After seeing the doctor, the patient may get sent for lab work or x-rays – which will involve another waiting period – and then a need to return to the doctor (maybe the same day, maybe another) to have the information reviewed.

In general, hospitals have crowds of people. Seats are usually at a minimum. Endless, endless waiting takes place. People – patients and staff alike – get tired and annoyed. Not much empathy is shown. Drugs are prescribed – drugs and more drugs. (And often the patient will also already be doing some “country” or traditional healing method, or will add that to whatever drugs the doctor has prescribed.)

Anyway – this has been my life lately, it seems. One hospital I’ve needed to take some orthopedic patients to is a 6-hour drive. We leave around 4:30 in the morning, end up spending at least 6 hours at the hospital, and then drive 6 more hours back. (There was a closer hospital we were referred to in the past – only a 3-hour drive – but they no longer want Liberians to be referred to them – again, the cultural/attitude problems mentioned earlier.) Fortunately, once we’re actually with the doctor at this hospital, he’s been one of the ‘good ones’ – someone who’s taken time, looked patients in the eye, explained procedures and treatments, etc. This lady's posture says it all

For most hospitals, if a patient is admitted there is a need for a caregiver to stay with the patient. This person sleeps somewhere with other caregivers. This person’s role is to cook for the patient, wash the patient's sheets and other things needing washing, and help to meet other needs the patient may have.

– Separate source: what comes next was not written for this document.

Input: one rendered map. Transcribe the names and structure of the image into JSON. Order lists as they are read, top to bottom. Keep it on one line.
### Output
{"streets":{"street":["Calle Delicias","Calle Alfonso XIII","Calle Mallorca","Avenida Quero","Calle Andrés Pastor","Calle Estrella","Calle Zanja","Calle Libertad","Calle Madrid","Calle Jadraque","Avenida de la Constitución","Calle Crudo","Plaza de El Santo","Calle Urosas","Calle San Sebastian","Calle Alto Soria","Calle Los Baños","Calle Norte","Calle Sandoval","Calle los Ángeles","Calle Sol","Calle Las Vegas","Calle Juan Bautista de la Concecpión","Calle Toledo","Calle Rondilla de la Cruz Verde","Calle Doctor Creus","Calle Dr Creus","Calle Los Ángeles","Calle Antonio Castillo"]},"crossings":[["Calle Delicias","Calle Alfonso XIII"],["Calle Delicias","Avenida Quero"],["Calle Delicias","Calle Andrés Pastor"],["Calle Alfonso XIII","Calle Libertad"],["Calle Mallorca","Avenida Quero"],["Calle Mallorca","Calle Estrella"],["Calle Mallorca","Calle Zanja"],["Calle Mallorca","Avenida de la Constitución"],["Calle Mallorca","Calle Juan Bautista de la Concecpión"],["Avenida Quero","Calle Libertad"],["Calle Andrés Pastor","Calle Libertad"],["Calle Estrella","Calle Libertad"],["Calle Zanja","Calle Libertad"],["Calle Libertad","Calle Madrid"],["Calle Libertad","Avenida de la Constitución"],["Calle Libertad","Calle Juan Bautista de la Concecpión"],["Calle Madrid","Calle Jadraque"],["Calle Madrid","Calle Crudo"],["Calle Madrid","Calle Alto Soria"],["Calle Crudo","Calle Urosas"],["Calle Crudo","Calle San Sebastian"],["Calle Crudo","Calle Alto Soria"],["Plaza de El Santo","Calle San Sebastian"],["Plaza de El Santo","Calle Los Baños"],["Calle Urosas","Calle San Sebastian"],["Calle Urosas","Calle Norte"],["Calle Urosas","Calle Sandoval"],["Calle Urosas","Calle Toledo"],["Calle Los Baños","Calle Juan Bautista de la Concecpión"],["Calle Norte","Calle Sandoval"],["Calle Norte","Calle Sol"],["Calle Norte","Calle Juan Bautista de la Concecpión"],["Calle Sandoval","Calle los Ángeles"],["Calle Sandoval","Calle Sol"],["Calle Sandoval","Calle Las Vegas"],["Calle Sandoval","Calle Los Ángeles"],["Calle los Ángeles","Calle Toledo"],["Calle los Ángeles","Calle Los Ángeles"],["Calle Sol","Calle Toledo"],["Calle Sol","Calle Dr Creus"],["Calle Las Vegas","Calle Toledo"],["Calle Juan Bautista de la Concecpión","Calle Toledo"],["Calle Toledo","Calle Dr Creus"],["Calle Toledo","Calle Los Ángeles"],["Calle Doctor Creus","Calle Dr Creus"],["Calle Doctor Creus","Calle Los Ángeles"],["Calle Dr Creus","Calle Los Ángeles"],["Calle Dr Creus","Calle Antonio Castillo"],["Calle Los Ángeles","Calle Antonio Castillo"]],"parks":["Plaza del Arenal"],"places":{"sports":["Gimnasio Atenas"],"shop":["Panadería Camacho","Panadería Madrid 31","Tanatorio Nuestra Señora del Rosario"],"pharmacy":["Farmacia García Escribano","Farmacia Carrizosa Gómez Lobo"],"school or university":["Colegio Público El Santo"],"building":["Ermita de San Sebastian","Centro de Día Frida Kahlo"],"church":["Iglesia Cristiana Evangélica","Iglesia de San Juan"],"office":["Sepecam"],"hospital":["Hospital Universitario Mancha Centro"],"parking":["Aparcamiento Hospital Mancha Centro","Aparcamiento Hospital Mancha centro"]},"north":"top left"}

There are private clinics/hospitals and in these you get treated more compassionately, frequently have less of a wait, usually have things explained better, and usually feel more comfortable in trusting the doctor's opinions. However, you pay for that treatment - therefore, I usually end up at the other hospitals, waiting 14 hours to be treated like a mushroom.

I had promised to give updates on Dixon. He’s scheduled for surgery later this month – I still don’t know where the money is to come from, though, and am hoping to work something out with the hospital. Right now, I’m extremely grateful to the people who have responded to his need – and we’ve managed to raise $225. There’s not much time to raise the balance of a little over $1000, so we’ll see what to do when the time comes. I trust it’ll work out – we do the right thing with what we’ve been given and God always seems to work the rest out – even though the working out can at times be a nerve-racking, sweat-inducing, uncertain time which may lead to temporary (hopefully only temporary) indebtedness. I’ll keep you posted.

2 Comments:

At 2:33 AM, Blogger finishthatpaper said...

Hey Steve -- nice blog and amazing photos, really capturing the feel of the places and the long waits there. But two comments/questions: 1) what kind of hospitals are you going to --- public? church-funded? who funds them and how much to people pay for doctor visits? 2) what's the difference between cultural/attitude problems and plain old discrimination? It looks like you are just speaking carefully but maybe you really mean something different?

 
At 2:07 PM, Blogger steve said...

Hi finishthatpaper, we have gone to some private hospitals - as with Abbie - but they're more expensive and not often an option. We've also been to some mission/church associated hospitals - and frequently their prices are more reasonable and even the care is better and more empathetic - but there are none very close to us. So, we often end up at the government/public hospitals - and these tend to be crowded, unpleasant places to hang out at for hours/days/weeks on end. Don't know details of funding. A simple doctor visit resulting in no further treatment or medications could cost around $3 - which sounds like nothing, I guess, but could feed that same person for a couple of days, at least. Question #2 might need a blog entry in itself to answer - maybe I'll consider that for the near future.